An 18 year old male presented to the emergency department at our institution with complaints of sudden onset left-sided pleuritic chest pain and dyspnea while sitting in church. His past medical history was significant for neonatal respiratory distress due to congenital lung disease requiring an emergent left lower lobe (LLL) resection the day following his birth. According to his father, he was reported to have an isolated type I CCAM. His past medical history was notable for a marfanoid body habitus, pectus excavatum, and double-curved
scoliosis requiring intervertebral rod placement. Despite these physical findings, the patient noted lifelong participation in sports activities with minimal limitation. He denied any previous symptoms of dyspnea, cough, or productive sputum. No further evaluation had been performed selleckchem since infancy based on a lack of pulmonary symptoms. At initial presentation, the patient was breathing comfortably with no respiratory distress. Vital signs demonstrated he was normotensive with a heart rate of 80 and oxygen saturation of 100% on room air. Physical examination was
only revealing for diminished breath sounds over the posterior left hemithorax. Chest radiograph revealed a left apical PTX selleck products measuring 1.9 cm from the pleural surface (see Fig. 1). A large-bore 32 French left chest tube was placed by the general surgery service and the patient was admitted for drainage of the PTX. His hospital course was unremarkable and the tube thoracostomy was removed after four days with minimal residual left apical air. During follow-up evaluation several months later in the Pulmonary Clinic, the patient had returned to college where he described a recurrent episode of pleuritic chest pain lasting one hour for which he did not seek medical attention.
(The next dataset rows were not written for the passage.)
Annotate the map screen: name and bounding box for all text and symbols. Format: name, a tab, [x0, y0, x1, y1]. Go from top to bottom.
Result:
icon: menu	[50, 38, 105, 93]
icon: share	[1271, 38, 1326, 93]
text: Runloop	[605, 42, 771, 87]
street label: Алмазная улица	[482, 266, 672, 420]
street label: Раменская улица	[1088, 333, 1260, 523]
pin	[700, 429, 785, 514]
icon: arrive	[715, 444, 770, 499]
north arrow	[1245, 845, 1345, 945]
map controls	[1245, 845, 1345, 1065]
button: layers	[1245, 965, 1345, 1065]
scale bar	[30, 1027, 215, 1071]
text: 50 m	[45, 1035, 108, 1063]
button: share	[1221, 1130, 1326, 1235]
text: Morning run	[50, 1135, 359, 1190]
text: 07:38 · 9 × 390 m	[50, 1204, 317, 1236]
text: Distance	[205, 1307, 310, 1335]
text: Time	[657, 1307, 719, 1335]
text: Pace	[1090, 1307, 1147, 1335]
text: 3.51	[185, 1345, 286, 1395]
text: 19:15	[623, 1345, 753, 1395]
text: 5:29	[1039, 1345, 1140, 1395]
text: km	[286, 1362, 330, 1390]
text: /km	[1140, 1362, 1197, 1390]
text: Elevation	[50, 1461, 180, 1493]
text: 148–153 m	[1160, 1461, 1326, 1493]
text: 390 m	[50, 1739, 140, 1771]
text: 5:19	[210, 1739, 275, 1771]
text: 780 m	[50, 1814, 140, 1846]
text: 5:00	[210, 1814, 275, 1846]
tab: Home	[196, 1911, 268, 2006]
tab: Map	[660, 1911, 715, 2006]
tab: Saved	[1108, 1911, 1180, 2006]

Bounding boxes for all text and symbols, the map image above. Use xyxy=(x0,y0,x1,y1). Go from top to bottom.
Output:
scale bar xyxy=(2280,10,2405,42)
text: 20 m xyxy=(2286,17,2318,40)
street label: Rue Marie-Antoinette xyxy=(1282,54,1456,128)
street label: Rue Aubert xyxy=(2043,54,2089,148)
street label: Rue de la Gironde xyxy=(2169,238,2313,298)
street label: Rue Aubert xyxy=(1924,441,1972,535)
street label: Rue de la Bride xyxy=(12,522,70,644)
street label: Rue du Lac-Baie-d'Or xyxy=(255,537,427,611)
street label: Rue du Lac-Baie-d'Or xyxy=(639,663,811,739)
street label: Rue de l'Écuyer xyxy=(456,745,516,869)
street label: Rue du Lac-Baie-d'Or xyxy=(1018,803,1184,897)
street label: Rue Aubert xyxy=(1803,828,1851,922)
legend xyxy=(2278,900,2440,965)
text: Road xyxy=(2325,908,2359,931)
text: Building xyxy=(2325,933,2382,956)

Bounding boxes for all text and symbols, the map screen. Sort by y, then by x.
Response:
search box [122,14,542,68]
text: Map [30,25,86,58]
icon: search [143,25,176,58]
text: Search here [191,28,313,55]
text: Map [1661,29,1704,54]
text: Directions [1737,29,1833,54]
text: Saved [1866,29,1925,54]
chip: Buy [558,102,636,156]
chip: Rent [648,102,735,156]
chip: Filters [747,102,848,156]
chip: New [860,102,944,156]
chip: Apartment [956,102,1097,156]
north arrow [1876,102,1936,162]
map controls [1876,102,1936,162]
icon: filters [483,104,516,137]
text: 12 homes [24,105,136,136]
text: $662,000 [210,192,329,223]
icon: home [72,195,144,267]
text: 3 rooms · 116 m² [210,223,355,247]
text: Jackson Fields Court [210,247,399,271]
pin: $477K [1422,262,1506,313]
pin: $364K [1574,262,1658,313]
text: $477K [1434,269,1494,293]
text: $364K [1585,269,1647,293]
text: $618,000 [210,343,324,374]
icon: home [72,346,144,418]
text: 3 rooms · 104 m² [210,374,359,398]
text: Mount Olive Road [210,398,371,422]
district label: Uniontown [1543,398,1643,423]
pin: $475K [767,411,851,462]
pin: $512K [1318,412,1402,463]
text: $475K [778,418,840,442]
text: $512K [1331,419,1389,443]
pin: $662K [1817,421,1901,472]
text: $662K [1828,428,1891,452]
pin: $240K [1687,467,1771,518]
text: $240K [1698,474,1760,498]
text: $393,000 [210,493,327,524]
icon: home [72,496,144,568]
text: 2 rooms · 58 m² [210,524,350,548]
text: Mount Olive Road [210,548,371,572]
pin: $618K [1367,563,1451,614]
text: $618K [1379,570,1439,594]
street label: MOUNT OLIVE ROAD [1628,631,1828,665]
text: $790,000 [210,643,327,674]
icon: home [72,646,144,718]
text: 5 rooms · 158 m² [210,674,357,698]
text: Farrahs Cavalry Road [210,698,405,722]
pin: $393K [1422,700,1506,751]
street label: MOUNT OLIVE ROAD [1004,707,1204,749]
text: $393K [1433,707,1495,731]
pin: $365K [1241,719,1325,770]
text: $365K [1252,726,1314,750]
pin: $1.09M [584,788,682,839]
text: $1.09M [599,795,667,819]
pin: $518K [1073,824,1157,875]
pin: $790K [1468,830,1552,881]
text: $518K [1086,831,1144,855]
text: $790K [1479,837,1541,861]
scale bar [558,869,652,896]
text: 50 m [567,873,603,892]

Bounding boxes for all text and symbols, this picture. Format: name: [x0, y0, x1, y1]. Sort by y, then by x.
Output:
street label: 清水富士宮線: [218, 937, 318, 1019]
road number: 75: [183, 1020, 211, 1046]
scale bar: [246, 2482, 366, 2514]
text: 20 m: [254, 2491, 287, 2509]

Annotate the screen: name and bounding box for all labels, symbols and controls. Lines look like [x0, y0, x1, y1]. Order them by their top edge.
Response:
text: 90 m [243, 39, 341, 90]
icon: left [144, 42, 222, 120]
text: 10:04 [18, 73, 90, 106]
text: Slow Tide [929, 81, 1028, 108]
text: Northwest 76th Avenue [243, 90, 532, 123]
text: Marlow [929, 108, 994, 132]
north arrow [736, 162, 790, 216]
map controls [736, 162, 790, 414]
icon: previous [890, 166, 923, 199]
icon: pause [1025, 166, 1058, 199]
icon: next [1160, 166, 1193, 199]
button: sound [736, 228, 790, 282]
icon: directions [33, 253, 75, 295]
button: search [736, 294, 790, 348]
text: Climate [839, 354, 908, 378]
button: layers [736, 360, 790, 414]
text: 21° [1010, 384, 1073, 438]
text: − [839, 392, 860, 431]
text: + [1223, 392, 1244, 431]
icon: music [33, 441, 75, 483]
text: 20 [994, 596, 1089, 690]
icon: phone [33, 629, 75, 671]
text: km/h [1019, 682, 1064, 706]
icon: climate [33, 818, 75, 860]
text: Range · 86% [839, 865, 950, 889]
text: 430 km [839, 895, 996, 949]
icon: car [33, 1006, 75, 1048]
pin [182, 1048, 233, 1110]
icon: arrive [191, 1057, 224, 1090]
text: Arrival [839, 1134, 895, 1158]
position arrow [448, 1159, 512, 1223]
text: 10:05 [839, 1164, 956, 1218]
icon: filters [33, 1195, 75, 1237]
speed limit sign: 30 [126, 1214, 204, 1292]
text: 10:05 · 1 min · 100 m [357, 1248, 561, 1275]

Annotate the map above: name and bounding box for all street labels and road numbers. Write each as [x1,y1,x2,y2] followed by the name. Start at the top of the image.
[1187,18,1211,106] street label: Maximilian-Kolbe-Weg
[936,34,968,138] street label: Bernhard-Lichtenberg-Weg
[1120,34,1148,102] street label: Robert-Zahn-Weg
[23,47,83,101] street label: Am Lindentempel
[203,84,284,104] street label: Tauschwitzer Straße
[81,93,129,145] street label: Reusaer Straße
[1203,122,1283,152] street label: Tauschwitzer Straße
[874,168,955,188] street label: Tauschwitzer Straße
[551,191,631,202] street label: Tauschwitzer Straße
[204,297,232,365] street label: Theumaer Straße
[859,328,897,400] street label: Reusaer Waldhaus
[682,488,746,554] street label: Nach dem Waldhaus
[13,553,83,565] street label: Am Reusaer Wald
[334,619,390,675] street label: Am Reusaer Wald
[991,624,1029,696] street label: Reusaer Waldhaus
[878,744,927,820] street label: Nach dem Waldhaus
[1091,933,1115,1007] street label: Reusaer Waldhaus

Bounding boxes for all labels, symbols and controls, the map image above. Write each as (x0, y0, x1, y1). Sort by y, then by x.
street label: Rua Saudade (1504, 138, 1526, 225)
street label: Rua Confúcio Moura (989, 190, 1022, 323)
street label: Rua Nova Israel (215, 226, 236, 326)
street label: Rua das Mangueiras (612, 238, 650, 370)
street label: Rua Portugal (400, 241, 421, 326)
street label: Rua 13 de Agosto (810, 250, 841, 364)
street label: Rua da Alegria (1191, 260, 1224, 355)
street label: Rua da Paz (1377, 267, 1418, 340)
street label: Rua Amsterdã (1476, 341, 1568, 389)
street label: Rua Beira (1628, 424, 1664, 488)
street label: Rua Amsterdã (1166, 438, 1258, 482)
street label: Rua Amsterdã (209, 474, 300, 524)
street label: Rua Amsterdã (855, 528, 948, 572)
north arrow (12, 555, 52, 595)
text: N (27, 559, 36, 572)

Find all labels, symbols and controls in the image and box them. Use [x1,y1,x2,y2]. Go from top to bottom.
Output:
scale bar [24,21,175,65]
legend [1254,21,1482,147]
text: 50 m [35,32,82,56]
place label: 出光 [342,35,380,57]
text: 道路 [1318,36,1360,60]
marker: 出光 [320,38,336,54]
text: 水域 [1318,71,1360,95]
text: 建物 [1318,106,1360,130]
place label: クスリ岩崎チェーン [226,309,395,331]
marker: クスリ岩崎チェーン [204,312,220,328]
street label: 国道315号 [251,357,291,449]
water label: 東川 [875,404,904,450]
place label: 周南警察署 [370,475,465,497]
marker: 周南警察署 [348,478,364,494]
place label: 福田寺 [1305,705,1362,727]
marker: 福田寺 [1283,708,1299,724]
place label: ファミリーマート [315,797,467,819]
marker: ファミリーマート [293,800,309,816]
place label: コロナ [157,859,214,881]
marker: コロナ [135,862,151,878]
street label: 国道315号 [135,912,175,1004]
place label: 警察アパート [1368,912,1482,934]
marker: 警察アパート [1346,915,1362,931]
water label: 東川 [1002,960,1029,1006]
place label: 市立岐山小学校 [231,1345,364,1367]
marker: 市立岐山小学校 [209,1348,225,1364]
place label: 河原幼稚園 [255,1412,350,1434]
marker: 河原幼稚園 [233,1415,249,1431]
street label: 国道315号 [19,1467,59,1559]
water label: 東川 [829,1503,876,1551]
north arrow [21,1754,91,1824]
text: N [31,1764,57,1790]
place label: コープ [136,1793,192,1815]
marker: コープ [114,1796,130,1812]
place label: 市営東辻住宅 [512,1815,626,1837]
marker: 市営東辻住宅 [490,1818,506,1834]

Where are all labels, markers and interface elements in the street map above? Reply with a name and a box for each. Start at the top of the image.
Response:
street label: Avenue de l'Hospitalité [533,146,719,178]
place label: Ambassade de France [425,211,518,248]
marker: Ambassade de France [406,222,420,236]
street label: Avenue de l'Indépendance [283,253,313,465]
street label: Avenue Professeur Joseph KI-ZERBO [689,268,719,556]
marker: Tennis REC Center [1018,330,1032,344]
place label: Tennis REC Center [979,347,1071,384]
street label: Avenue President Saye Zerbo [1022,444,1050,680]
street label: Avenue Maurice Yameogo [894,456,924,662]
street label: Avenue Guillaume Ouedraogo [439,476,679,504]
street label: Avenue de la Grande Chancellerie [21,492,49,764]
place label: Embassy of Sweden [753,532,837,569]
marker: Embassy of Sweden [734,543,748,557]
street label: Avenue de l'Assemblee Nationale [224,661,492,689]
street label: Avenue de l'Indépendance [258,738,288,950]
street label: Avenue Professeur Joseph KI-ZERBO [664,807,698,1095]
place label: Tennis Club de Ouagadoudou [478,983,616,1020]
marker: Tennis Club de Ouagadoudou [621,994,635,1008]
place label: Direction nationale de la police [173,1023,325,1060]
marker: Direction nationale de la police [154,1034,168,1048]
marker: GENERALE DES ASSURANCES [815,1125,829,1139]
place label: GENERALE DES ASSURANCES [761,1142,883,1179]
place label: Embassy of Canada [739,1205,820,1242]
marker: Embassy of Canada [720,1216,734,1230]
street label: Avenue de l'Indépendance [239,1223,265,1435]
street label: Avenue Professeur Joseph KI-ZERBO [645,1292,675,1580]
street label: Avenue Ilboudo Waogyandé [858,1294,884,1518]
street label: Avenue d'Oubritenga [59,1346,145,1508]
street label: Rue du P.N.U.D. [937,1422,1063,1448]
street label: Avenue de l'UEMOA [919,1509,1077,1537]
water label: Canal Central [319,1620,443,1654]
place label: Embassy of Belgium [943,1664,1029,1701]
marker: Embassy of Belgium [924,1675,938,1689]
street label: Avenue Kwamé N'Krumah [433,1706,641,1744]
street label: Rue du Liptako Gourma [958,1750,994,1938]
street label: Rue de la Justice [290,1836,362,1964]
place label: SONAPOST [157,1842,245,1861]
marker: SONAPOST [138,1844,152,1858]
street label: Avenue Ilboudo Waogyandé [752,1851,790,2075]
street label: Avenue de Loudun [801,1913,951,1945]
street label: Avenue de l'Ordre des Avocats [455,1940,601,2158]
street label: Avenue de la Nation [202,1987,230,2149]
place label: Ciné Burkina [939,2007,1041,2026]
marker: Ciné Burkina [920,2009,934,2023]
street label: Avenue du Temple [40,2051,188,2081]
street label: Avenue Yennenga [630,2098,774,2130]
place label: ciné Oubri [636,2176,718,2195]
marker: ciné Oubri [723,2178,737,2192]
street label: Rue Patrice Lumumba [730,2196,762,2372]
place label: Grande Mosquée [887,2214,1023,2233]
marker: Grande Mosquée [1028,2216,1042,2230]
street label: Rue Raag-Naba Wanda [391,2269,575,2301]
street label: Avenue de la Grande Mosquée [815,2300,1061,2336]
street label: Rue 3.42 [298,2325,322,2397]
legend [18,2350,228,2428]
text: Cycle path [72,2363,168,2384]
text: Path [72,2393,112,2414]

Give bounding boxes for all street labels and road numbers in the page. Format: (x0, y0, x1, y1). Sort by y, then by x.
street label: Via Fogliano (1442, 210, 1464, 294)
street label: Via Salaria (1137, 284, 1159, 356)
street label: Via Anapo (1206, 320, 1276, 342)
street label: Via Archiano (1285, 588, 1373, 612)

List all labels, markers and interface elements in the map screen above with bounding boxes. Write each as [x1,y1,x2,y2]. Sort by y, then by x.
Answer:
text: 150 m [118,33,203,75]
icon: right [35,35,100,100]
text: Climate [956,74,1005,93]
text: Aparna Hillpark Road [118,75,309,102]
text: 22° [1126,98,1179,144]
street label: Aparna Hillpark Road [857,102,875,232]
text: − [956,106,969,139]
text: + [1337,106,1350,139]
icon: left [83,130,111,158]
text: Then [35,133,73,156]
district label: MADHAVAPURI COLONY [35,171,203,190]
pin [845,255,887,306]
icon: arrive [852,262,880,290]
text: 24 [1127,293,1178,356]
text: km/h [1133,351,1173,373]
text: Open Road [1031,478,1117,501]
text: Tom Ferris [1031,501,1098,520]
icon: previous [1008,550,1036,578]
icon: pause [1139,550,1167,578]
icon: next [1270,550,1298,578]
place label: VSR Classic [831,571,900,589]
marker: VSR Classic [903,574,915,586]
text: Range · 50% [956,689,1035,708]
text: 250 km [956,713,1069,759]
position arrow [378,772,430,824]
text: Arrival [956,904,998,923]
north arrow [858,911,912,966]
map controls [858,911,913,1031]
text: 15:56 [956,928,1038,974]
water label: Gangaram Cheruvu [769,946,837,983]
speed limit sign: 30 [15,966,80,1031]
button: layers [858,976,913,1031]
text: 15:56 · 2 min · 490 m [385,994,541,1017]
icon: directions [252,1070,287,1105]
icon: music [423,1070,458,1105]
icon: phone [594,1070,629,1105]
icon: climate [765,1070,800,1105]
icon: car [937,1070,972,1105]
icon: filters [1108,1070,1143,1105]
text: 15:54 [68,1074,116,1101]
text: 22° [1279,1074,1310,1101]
He otherwise continued to be asymptomatic with no pulmonary symptoms and no limitation in physical activities. Pulmonary function testing revealed
a mixed obstructive/restrictive defect with a forced expiratory volume at one second (FEV1) of 2.65 (54% predicted), forced vital capacity (FVC) of 3.78 (65% predicted), FEV1/FVC ratio of 70%, reduction in total lung capacity to 5.34 (67% predicted), and diffusing capacity of 25.2 (72% predicted). There was no bronchodilator Arachidonate 15-lipoxygenase response suggesting fixed obstruction. Repeat chest radiograph showed resolution of the left apical PTX and stable appearance of hyperexpanded lungs with a left basilar bleb. Computed tomography of the chest showed multiple left-sided peripheral and basilar bullae of varying sizes but no continued evidence of pleural air (see Fig. 2). The original pathology report was located by his father and the stated surgical pathology was the following: “Congenital cystic adenomatoid malformation (Type I) of the lung, clinically involving left lower lobe, with compressive atelectasis and acute interstitial emphysema.